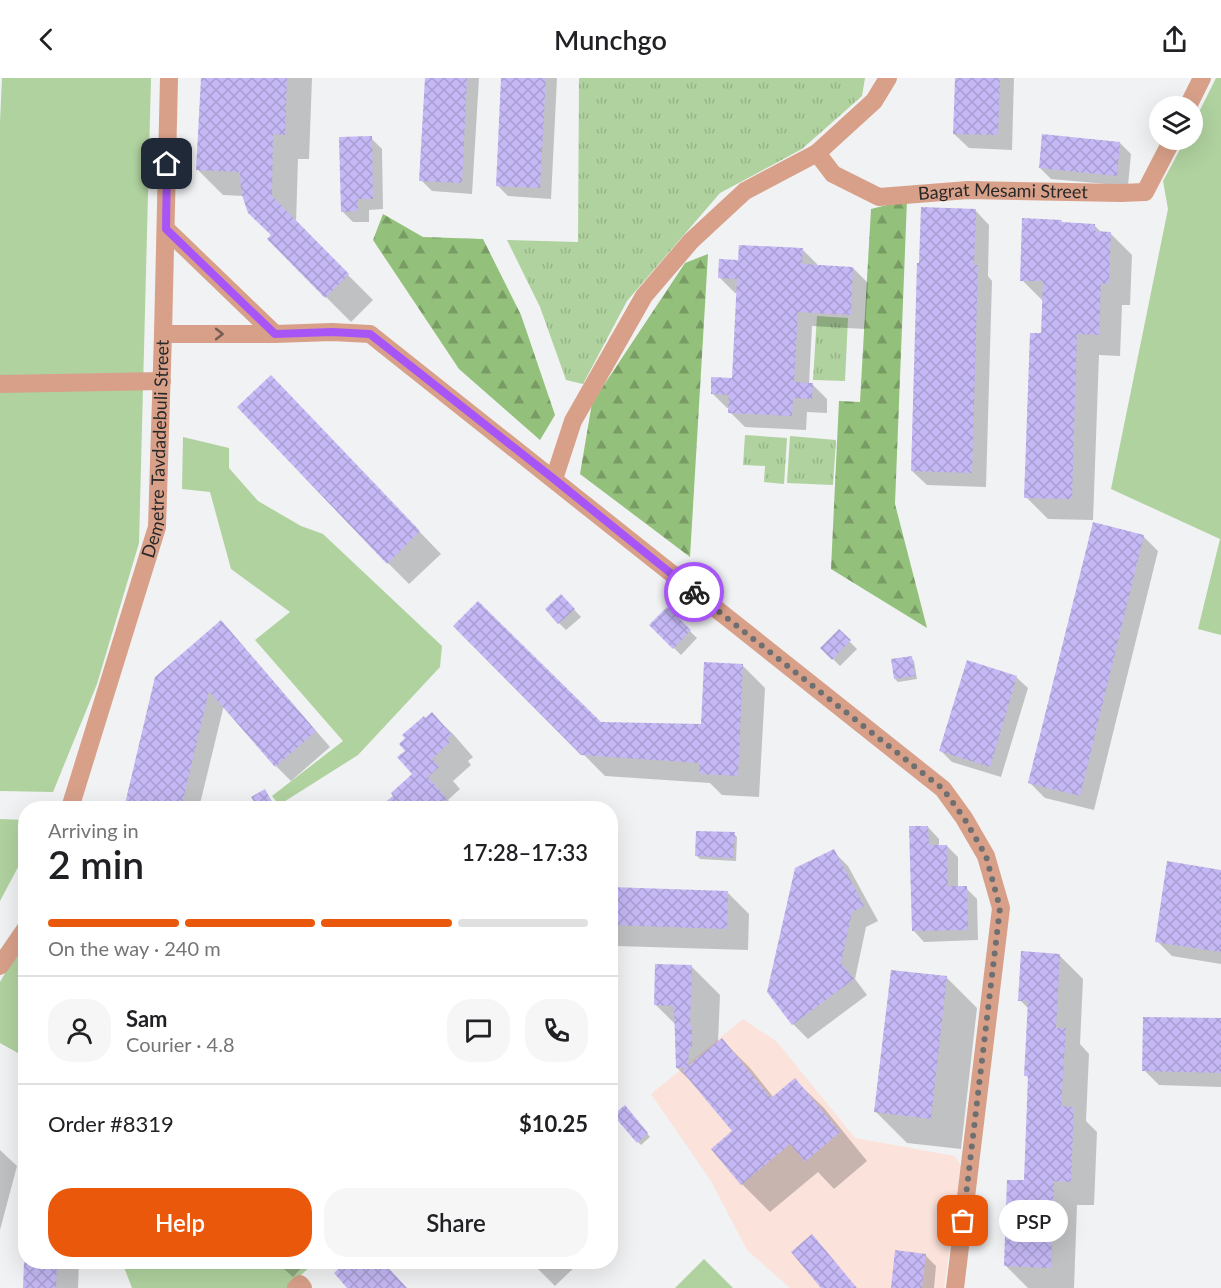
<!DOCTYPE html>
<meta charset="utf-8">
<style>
body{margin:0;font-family:Lato,sans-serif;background:#f6f6f6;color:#202124;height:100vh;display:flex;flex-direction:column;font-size:22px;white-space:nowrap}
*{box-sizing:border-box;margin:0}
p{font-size:20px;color:#757577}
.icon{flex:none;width:33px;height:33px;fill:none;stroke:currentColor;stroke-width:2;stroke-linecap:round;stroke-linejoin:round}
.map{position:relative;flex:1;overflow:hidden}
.details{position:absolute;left:18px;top:723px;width:600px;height:468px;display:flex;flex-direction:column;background:#fff;border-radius:24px;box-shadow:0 6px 24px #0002}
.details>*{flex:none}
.tools{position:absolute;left:1149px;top:18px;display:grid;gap:12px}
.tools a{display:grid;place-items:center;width:54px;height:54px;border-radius:50%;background:#fff;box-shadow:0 6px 24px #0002;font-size:30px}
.pin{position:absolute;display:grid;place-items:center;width:51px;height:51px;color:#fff;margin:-26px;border-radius:12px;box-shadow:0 3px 9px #0006}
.courier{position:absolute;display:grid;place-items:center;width:60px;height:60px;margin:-30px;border:4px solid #a855f7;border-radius:50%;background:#fff;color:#222;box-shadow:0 2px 8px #0007}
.bubble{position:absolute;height:42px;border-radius:21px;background:#fff;box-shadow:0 6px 24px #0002;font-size:20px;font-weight:600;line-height:42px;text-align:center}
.headline em{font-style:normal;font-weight:600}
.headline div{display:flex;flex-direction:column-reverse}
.headline{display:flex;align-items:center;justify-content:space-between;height:102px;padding:0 30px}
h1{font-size:39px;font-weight:600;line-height:45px}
.bar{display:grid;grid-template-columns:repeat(4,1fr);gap:9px 6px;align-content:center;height:72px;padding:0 30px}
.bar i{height:8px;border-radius:4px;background:#e0e0e0}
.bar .current{background:#ea580c}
.bar p{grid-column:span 4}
.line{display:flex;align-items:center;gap:15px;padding:0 30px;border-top:2px solid #e0e0e0}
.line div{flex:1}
.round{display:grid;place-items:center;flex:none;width:63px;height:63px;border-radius:24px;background:#f6f6f6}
.button{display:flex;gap:12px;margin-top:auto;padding:12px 30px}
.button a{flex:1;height:69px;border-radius:24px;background:#ea580c;color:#fff;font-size:24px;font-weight:600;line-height:69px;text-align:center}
.button a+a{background:#f6f6f6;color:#202124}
header{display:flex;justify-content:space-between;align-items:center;height:78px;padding:0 30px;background:#fff;font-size:27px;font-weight:600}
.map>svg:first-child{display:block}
.commercial{fill:#fbe2da}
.grass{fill:#b0d29f}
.forest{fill:url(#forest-firs)}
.park{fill:url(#park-tufts)}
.shadow{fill:#0003}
.building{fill:url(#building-cross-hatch)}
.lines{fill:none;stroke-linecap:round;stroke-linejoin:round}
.minor{stroke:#d8a089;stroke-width:18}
.tertiary{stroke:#d8a089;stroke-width:18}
.oneway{stroke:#775e54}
.done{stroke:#6e6f70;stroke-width:6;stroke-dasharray:0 10.8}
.route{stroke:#a855f7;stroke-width:8}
.labels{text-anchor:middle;stroke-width:4.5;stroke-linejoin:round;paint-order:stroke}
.street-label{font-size:18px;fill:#282829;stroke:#f1f2f4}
</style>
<header><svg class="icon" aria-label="back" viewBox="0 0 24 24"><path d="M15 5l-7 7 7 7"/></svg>Munchgo<svg class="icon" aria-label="share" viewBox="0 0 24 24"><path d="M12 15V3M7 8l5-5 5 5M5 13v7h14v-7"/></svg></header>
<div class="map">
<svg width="1221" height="1210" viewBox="0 0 1221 1210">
<defs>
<pattern id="forest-firs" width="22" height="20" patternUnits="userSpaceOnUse" patternTransform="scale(1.5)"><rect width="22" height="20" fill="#93c07a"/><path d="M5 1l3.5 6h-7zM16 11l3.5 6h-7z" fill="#789c64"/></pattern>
<pattern id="park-tufts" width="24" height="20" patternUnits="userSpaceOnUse" patternTransform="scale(1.5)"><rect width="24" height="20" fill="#b0d29f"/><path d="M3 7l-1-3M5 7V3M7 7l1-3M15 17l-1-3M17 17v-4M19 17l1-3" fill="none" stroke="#97b489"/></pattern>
<pattern id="building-cross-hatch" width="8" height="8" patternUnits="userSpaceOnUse" patternTransform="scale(1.5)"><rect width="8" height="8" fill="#c5b8f5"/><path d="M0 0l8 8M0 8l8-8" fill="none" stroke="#a99ed2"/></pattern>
</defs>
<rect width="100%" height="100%" fill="#f1f2f4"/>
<path class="commercial" d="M 743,941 L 777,964 L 855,1060 L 955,1078 L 961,1088 L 944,1210 L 790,1210 L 747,1172 L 711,1103 L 651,1016 Z"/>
<path class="grass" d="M 2,0 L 151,0 L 139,465 L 97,606 L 53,714 L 0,713 L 0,44 Z
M 1216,0 L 1221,0 L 1221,557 L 1198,551 L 1220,461 L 1111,411 L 1168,131 L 1163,103 L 1185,62 L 1192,62 L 1193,46 Z
M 183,359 L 229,370 L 229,390 L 258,423 L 301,448 L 323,456 L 442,568 L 440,589 L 358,677 L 279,727 L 272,718 L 343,663 L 255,562 L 290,534 L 231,491 L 210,414 L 182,411 Z
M 0,741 L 26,742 L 25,776 L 0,823 Z
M 25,860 L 25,979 L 0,965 L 0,904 Z
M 704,1181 L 733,1210 L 675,1210 Z
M 122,1184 L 315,1184 L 287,1210 L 132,1210 Z"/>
<path class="forest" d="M 907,122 L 895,426 L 927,550 L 831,491 L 839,323 L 860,324 L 871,131 Z
M 383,136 L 423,159 L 483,161 L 521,237 L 555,337 L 540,362 L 459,291 L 373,162 Z
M 708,176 L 690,479 L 580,396 L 592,325 L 685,185 Z"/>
<path class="park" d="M 579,0 L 865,0 L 862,18 L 802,71 L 720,115 L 627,223 L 583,306 L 566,302 L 540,229 L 507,162 L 578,164 Z
M 817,238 L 848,240 L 845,303 L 813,302 Z
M 745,357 L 787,360 L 784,406 L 764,404 L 765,388 L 743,387 Z
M 790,358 L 836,362 L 833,407 L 787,405 Z"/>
<path class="shadow" d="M 202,0 L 312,0 L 309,81 L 298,81 L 296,145 L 373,222 L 351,244 L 326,219 L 272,158 L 244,118 L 223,117 L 198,92 Z
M 426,0 L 479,0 L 472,116 L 432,113 L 421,102 Z
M 502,0 L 557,0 L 551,121 L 508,118 L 497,107 Z
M 956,0 L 1014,0 L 1012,72 L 969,70 L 954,56 Z
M 371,60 L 382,71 L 383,131 L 369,132 L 369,144 L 353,144 L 342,133 Z
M 1120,65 L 1131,76 L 1128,108 L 1051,101 L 1040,90 Z
M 975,132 L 989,147 L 988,198 L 992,203 L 986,409 L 927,407 L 912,393 Z
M 1061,143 L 1064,146 L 1094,147 L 1102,155 L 1110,155 L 1132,177 L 1130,227 L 1122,227 L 1120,278 L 1099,277 L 1093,442 L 1048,441 L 1026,419 L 1043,256 L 1044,224 L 1022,202 Z
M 802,171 L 817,186 L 817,188 L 853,190 L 868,205 L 865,251 L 812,248 L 809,306 L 812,306 L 827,321 L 827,335 L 807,334 L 806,352 L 745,349 L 730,334 L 730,330 L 727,330 L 712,315 L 733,301 L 738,215 L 735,215 L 720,200 L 740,184 Z
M 292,321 L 441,476 L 409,506 L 388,485 Z
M 1143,458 L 1158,473 L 1094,732 L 1045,720 L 1030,705 Z
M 568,525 L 581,539 L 566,552 L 559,545 Z
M 667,531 L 697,560 L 681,577 L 651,547 Z
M 221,544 L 235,559 L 330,669 L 291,703 L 276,688 L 224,627 L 199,730 L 125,730 L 157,600 Z
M 456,548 L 600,646 L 703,648 L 743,588 L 765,610 L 759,719 L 722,717 L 710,705 L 605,698 Z
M 839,553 L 857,571 L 840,588 L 822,570 Z
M 911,580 L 914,583 L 917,601 L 898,604 L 895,601 Z
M 1016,599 L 1028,610 L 1001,699 L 952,684 L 941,673 Z
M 432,636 L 454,657 L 473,679 L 468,683 L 471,687 L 453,703 L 460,711 L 448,722 L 456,730 L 394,730 L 388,724 L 414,697 L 407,673 L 426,642 Z
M 265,713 L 276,729 L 273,730 L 260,730 L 253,719 Z
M 928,749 L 939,761 L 939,768 L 947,768 L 958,779 L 958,810 L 966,810 L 977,821 L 978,862 L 924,864 L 913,852 Z
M 734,756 L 737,759 L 736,783 L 700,781 L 697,778 Z
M 833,773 L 848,788 L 878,843 L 866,849 L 855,901 L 867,917 L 808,961 L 793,946 L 769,913 Z
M 1221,793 L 1221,886 L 1172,878 L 1157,863 Z
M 610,811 L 727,814 L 749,836 L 748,872 L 616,868 L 610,873 Z
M 1059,877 L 1083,901 L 1080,966 L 1089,976 L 1086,1043 L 1097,1054 L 1094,1127 L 1077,1127 L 1074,1210 L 1028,1210 L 1006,1188 L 1026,1104 L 1029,1001 L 1026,997 L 1030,932 L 1020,922 Z
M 691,888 L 720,917 L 718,965 L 722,962 L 750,990 L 774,1020 L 795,1002 L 824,1030 L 867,1083 L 834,1111 L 818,1094 L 770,1134 L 742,1106 L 734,1053 L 703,1015 L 677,990 L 676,947 L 655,926 Z
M 947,900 L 977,930 L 961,1071 L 907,1065 L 876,1034 Z
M 1221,942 L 1221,1009 L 1159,1007 L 1144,992 Z
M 628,1032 L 650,1059 L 641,1067 L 638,1064 Z
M 0,1072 L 17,1088 L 0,1152 Z
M 26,1173 L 26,1184 L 79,1184 L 78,1210 L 24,1210 Z
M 925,1177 L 936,1188 L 934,1210 L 892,1210 Z
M 276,1184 L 307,1184 L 293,1199 Z
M 531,1184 L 580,1184 L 555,1208 Z"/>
<path class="building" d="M 201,0 L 287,0 L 285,57 L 273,56 L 272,118 L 349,196 L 325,220 L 267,161 L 271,157 L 248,135 L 241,114 L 240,94 L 196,92 Z
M 425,0 L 467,0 L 462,105 L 419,103 Z
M 501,0 L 546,0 L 540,110 L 496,108 Z
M 955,0 L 1000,0 L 998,57 L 953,56 Z
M 1042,56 L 1120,64 L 1117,98 L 1039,90 Z
M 372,58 L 373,121 L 358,121 L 358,133 L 341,134 L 339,59 Z
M 921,129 L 976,131 L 974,187 L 978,187 L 972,395 L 911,393 L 917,185 L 919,185 Z
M 1022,140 L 1062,142 L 1061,144 L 1095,146 L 1095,153 L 1111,154 L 1109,206 L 1101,205 L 1099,257 L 1077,256 L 1072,421 L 1024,420 L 1030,255 L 1041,255 L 1043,203 L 1020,203 Z
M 739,167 L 803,170 L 802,186 L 853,189 L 851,237 L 798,234 L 794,304 L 813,305 L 812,321 L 793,320 L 792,338 L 728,335 L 729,317 L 711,316 L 711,299 L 732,300 L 737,201 L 718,200 L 719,181 L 738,182 Z
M 271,297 L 420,453 L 387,486 L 237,329 Z
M 1093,444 L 1144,457 L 1080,718 L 1028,705 Z
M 561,516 L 575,531 L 558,546 L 545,531 Z
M 478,523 L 601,644 L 701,646 L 704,584 L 743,586 L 738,698 L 699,696 L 700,685 L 581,677 L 453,548 Z
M 667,529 L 691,552 L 673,571 L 649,547 Z
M 221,542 L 316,653 L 275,689 L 209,613 L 181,730 L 124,730 L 155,599 Z
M 839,551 L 851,562 L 832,582 L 820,570 Z
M 912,578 L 915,598 L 894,601 L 891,581 Z
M 967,582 L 1017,598 L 990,689 L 939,673 Z
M 432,634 L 452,657 L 447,661 L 450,664 L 432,681 L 439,689 L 428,699 L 447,721 L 437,730 L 378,730 L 393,718 L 391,715 L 412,696 L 397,679 L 405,673 L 399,666 L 405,660 L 402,657 L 424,638 L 425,640 Z
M 265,711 L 273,726 L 265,730 L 258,730 L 251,719 Z
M 909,748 L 928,748 L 929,767 L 947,767 L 948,808 L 967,808 L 968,852 L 912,853 Z
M 696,753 L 735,754 L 733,780 L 695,778 Z
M 834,771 L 864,828 L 852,834 L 841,885 L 854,901 L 792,947 L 767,914 L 795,790 Z
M 1167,783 L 1221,792 L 1221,874 L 1155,864 Z
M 610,809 L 728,813 L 727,851 L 610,847 Z
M 1021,873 L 1060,876 L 1056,950 L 1066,950 L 1061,1028 L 1074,1029 L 1071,1104 L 1054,1103 L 1051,1190 L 1004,1188 L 1007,1102 L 1024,1102 L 1028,998 L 1024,998 L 1028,923 L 1018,923 Z
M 655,886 L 692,887 L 690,947 L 692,947 L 692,970 L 689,970 L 688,988 L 722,960 L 771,1020 L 795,1000 L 840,1054 L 805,1084 L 790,1066 L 741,1107 L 711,1071 L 732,1053 L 682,993 L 686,990 L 676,990 L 674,928 L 654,927 Z
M 891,892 L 947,898 L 931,1041 L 874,1034 Z
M 1143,939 L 1221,940 L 1221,995 L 1142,993 Z
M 625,1027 L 648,1055 L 637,1065 L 613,1037 Z
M 812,1156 L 857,1210 L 821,1210 L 791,1174 Z
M 895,1172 L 926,1176 L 922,1210 L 891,1210 Z
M 24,1184 L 57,1184 L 56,1210 L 23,1210 Z
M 346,1184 L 383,1184 L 407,1210 L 347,1210 L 334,1195 Z"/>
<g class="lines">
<g class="minor">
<path d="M 1188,28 L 1202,0"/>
<path id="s1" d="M 817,75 L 833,96 L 879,119 L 968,112 L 1121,115 L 1145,114 L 1172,62"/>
<path d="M 0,306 L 162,303"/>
<path d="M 554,401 L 573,343 L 644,218 L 691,163 L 745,113 L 817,75 L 874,23 L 888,0"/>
<path id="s2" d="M 70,730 L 157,449 L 163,256"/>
<path d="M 0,888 L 26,850"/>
<path d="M 296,1210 L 300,1206 L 303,1210"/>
</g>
<path class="tertiary" d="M 169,0 L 163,256 L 275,256 L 332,254 L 370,256 C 562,407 751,560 943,711 L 964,740 L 986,778 L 1001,830 L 955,1210
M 166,151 L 275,256"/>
</g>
<defs><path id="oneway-chevron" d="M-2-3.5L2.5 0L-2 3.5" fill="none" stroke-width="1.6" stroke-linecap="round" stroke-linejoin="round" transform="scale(1.5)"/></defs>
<use class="oneway" href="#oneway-chevron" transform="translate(219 256)"/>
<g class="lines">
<path class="done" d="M 694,514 L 943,711 L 964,740 L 986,778 L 1000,830 L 963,1143"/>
<path class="route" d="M 167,86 L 166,151 L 275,256 L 332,254 L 370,256 L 554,401 L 694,514"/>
</g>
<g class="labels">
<g class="street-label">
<text dy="6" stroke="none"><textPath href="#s1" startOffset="202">Bagrat Mesami Street</textPath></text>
<text dy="6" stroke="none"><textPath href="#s2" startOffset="372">Demetre Tavdadebuli Street</textPath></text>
</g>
</g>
</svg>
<div class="tools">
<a><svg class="icon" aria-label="layers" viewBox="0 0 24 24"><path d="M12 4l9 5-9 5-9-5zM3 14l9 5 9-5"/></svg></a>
</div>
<div class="pin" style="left:963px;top:1143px;background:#ea580c"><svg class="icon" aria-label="bag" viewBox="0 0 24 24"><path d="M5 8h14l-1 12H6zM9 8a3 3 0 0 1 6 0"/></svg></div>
<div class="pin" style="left:167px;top:86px;background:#1f2937"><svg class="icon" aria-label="home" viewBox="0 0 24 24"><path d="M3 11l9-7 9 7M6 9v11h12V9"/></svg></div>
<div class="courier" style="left:694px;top:514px"><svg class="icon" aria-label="bike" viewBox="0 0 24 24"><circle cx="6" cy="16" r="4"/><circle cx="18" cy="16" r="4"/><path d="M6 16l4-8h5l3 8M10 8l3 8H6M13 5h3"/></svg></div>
<div class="bubble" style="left:999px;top:1122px;width:69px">PSP</div>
<section class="details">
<div class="headline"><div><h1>2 min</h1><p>Arriving in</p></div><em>17:28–17:33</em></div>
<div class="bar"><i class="current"></i><i class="current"></i><i class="current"></i><i></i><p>On the way · 240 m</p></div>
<div class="line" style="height:108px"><a class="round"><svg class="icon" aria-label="person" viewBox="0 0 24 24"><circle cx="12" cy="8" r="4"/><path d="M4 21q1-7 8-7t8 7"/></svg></a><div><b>Sam</b><p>Courier · 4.8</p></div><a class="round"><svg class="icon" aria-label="chat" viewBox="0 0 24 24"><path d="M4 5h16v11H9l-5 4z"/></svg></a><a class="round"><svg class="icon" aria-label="phone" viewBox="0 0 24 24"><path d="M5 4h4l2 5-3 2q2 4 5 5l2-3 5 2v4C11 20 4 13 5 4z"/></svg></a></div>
<div class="line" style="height:78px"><div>Order #8319</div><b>$10.25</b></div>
<div class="button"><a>Help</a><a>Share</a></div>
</section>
</div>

· · · ·

Exercise aim: Search the records line by line for the word "headline" and copy every line where it appears.

Answer to this task:
.headline em{font-style:normal;font-weight:600}
.headline div{display:flex;flex-direction:column-reverse}
.headline{display:flex;align-items:center;justify-content:space-between;height:102px;padding:0 30px}
<div class="headline"><div><h1>2 min</h1><p>Arriving in</p></div><em>17:28–17:33</em></div>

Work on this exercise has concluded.